Gestalt de Stockholm
Par Kozlika le jeudi 27 septembre 2007, 04:44 - Lien permanent
Un ami m'appelle. Depuis quelque temps il ne va pas bien du tout et aujourd'hui, à l'aide de Wikipedia et de son généraliste, il a trouvé un nom à son mal-être. Je ne sais pas ce qu'il en est pour lui, mais je me souviens que j'avais été très soulagée de pouvoir mettre un nom sur ma première attaque de panique à l'aide du psychiatre que j'étais allée voir quelque temps plus tard. Il prouvait que je n'étais pas la seule à qui c'était arrivé, donc finalement dotée d'une sorte d'«anomalie normale»[1], et laissait l'espoir de pouvoir y faire quelque chose sur la base des traitements suivis par mes prédécesseurs et frères de dérapages. En la nommant je commençais à l'apprivoiser.
Je raconte pour cet ami qui m'interroge le déroulement d'une crise, les symptomes physiques ; je tente de répondre à ses questions : fréquence (variable), durée (changeante), déclencheurs (divers). Ça ne doit pas lui être d'une grande aide, à part lui confirmer qu'il n'est pas le seul névrosé de notre petit cercle...
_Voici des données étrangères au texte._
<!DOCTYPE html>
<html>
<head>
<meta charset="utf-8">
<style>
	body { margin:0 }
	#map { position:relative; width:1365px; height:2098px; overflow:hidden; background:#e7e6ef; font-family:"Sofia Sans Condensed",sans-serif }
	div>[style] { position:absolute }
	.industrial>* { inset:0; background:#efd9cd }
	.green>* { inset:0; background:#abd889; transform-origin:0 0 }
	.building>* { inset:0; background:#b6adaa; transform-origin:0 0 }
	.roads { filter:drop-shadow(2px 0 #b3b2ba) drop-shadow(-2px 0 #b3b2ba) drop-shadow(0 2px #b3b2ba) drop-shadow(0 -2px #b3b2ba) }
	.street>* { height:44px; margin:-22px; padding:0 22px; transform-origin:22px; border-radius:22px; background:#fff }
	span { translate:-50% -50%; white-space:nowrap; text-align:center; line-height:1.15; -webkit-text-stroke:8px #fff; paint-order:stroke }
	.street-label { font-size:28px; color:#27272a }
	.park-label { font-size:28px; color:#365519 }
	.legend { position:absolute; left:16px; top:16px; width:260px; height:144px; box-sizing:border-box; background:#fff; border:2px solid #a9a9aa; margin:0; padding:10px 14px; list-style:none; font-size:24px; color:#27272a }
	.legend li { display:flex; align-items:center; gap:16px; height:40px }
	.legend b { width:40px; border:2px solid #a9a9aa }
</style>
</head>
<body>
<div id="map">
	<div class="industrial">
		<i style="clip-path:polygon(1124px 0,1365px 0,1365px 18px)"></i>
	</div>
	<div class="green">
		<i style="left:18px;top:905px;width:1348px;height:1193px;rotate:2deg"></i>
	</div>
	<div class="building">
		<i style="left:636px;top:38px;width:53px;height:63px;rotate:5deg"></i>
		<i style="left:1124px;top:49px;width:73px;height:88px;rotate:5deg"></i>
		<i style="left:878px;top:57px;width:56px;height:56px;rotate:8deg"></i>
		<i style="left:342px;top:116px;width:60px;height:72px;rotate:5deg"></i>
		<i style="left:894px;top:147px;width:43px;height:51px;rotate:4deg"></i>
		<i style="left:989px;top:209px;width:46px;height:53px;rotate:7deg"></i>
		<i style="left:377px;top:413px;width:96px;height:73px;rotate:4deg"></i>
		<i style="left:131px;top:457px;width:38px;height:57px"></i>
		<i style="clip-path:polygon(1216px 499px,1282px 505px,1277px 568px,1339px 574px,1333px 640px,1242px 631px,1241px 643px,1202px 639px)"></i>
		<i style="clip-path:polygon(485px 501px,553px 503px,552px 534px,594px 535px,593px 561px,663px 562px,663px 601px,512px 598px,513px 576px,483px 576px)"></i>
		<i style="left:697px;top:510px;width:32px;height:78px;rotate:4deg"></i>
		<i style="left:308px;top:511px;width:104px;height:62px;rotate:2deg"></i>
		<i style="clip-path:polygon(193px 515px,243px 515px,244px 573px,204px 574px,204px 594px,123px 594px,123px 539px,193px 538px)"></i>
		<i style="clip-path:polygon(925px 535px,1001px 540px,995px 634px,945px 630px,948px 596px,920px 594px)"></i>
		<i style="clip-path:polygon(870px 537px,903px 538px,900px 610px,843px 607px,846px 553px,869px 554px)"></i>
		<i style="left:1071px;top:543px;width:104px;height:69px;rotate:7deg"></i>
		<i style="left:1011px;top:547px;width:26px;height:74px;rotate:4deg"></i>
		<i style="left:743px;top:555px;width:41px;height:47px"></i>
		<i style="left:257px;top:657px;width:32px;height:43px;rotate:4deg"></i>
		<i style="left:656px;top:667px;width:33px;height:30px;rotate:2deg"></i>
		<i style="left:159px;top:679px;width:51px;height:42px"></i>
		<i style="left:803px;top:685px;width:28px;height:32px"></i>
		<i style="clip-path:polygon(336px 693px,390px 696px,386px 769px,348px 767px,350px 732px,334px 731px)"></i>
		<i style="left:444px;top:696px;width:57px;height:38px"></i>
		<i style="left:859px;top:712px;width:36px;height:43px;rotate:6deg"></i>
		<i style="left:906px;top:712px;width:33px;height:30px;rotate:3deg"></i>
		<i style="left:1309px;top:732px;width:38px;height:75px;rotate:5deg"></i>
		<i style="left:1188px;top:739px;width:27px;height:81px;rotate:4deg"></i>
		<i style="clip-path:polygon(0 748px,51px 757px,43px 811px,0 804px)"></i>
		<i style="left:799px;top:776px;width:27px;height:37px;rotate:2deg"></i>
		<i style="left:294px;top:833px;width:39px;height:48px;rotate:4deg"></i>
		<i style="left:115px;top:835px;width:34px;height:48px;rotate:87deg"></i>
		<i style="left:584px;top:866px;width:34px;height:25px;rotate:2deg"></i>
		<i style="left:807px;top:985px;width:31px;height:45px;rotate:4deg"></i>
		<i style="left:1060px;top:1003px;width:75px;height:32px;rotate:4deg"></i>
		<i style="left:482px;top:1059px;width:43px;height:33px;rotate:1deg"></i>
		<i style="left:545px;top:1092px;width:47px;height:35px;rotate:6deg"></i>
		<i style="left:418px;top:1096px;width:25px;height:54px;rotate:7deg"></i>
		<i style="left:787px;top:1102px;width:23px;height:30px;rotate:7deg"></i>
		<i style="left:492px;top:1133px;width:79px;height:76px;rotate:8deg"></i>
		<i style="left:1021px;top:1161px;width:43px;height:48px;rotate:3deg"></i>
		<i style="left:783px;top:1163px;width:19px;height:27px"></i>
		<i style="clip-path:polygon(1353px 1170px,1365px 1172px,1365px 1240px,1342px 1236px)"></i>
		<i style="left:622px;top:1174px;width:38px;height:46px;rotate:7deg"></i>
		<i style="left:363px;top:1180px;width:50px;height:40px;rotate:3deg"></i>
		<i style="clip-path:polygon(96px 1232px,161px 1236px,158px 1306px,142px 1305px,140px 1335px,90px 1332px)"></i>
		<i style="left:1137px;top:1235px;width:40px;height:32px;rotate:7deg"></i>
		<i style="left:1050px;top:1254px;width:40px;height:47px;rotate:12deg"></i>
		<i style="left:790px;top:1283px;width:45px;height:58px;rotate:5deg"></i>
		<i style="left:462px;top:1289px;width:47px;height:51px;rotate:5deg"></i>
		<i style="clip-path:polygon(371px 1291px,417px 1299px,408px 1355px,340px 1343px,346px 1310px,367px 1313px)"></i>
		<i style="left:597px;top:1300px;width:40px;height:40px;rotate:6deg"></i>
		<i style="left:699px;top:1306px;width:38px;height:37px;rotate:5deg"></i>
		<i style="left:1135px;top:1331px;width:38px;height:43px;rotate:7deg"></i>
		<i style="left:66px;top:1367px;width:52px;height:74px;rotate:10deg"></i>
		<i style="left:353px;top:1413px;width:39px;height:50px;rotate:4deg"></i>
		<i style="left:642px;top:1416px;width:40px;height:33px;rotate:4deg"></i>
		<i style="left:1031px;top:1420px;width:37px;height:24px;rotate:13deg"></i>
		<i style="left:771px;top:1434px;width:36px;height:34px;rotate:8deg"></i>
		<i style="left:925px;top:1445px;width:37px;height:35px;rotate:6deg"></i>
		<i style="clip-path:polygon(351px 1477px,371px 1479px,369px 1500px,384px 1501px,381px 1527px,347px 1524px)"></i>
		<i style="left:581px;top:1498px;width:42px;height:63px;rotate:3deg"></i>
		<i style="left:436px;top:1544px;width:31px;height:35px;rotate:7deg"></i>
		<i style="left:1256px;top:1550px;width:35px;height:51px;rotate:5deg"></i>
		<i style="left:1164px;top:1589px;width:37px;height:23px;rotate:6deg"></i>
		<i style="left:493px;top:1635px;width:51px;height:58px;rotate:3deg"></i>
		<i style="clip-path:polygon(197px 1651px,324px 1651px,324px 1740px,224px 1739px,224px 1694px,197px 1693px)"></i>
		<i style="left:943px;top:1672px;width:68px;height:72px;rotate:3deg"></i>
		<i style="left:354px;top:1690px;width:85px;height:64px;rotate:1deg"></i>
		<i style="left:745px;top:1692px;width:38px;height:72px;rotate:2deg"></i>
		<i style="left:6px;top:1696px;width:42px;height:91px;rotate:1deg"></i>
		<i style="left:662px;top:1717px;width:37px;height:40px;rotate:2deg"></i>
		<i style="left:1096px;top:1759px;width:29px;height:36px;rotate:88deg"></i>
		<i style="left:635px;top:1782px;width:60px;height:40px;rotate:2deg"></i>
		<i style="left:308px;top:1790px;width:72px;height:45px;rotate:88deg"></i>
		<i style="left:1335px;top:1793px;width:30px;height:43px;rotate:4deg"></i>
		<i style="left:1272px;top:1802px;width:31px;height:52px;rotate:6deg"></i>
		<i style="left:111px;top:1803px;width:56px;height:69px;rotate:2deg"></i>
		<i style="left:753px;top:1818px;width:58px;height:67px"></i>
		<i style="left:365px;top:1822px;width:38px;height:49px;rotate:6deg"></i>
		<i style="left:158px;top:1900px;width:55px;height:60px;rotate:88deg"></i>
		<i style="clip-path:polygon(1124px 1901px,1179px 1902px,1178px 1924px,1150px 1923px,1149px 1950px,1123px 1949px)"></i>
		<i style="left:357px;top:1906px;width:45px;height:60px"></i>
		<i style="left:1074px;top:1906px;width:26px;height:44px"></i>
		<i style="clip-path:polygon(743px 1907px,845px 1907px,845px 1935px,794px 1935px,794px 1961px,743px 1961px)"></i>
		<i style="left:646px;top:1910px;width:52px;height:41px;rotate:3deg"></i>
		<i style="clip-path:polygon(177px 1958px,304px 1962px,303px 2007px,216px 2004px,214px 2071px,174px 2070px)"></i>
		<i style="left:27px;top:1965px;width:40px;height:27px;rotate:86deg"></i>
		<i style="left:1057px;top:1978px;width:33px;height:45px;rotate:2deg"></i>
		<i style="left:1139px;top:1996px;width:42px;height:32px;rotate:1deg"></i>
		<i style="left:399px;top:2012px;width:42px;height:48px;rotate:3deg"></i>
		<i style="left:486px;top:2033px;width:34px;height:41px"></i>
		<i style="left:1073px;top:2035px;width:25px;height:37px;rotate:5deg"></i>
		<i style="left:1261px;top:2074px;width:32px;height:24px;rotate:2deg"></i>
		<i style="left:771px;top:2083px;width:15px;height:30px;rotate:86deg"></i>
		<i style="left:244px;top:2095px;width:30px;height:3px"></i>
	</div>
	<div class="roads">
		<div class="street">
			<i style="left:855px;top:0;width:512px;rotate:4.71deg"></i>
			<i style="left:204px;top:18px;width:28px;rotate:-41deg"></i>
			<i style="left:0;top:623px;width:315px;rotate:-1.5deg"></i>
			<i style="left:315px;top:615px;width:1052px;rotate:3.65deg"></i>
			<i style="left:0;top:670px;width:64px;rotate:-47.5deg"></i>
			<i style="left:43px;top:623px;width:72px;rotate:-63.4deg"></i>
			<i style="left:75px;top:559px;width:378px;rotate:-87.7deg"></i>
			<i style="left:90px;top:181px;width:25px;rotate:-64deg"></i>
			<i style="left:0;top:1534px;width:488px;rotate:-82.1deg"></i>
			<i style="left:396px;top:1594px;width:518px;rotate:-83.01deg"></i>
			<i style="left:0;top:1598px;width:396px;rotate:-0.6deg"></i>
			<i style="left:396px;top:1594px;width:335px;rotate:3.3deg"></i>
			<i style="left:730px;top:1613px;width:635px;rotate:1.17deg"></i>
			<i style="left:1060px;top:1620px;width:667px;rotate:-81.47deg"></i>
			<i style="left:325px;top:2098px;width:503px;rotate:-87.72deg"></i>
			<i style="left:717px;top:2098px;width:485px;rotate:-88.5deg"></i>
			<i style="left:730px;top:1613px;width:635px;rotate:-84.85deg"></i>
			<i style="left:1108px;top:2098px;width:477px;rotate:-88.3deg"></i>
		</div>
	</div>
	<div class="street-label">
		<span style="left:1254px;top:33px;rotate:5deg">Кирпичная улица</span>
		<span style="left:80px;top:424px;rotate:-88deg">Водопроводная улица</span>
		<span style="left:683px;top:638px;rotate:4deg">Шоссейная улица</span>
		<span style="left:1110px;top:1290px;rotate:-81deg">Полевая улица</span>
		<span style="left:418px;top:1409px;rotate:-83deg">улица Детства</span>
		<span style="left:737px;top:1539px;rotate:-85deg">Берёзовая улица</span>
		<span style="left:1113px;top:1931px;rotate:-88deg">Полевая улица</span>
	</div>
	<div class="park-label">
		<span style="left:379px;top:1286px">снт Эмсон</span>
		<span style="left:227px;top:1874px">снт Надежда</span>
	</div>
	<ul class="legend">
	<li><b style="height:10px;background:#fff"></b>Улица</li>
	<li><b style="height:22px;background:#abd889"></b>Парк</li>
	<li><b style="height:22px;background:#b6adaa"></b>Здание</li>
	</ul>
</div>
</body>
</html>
Il y a un point que je n'aborde pas – parce qu'il est délicat et que je voudrais pouvoir choisir mes mots pour qu'ils ne soient pas mal interprétés – et qui me tarabuste depuis la lecture de la conclusion d'un certain billet de xave et le billet de Samantdi et les commentaires qui l'accompagnent. Ce n'est évidemment que mon expérience personnelle et je n'ai aucune prétention à l'universaliser mais je crois qu'à un moment nos angoisses (notre inconfort) deviennent familières et paradoxalement rassurantes. Elles font partie de nous. Et même, d'une certaine façon, elles nous protègent, protègent notre intégrité. Dans mon cas : si je n'ai plus peur de la mort, ne va-t-elle pas se croire tout permis ? ; pour d'autres les trous dans ma toiture m'écartent du risque de devenir bourgeois ; d'autres encore si je vais bien, ne risqué-je pas d'être un veau clapotant dans cette société de merde ? ou mon anxiété m'aide à rester vigilant, si une tuile arrive je suis prêt à y faire face...
Car il faut bien que je digère cet inconfort dont je suis l'otage, que je survive à ce partage avec lui de mon quotidien.
Sur le terrain des angoisses, prendre conscience de ce paradoxe sans en faire une nouvelle source d'autoflagellation (c'est bien de ma faute, je suis vraiment très nulle, je mérite ces souffrances), c'est se donner une chance supplémentaire de sortir du cercle de reproduction d'un scénario éprouvé quoique éprouvant, au déroulement prévisible/prévu/ peut-être attendu. Ah oui, ça c'est bien moi, je suis entière.
Notes
[1] Je dois ajouter que la plaque figurant à l'entrée du centre de soins où j'avais eu la chance de rencontrer ce grand bonhomme qu'était le professeur Zarifian avait largement contribué dès mon arrivée à me détendre : « Soyez fous, nous ferons le reste » !
Commentaires
Et que ressent-on lorsque les angoisses ne sont plus là ? Le vide ou le soulagement ?
La peur. Que ça revienne.
La douleur est souvent le seul moyen de se convaincre qu'on existe :
« j'ai mal. Là. Donc je suis vivant. »
Et c'est comme ça que la névrose s'installe, avec armes et bagages.
C'est excellent !
Tu crois qu'ils ont déposé cette baseline quelque part ?
Pep > aucune trace sur le web en tout cas (à part justement un forum où j'avais déjà parlé de cette plaque, uh uh)
Oh la la Kozlika!!! Comme tes paroles font écho à mes propres réflexions actuelles...
Enfin ça va beaucoup mieux depuis que j'ai compris que nous étions tous coincés à Stockholm...
Du confort de l'inconfort…
Mmm…
Intéressant.
trèèèès intéressant…
Mais le slogan de feu le docteur Zarifian est bien plus drôle !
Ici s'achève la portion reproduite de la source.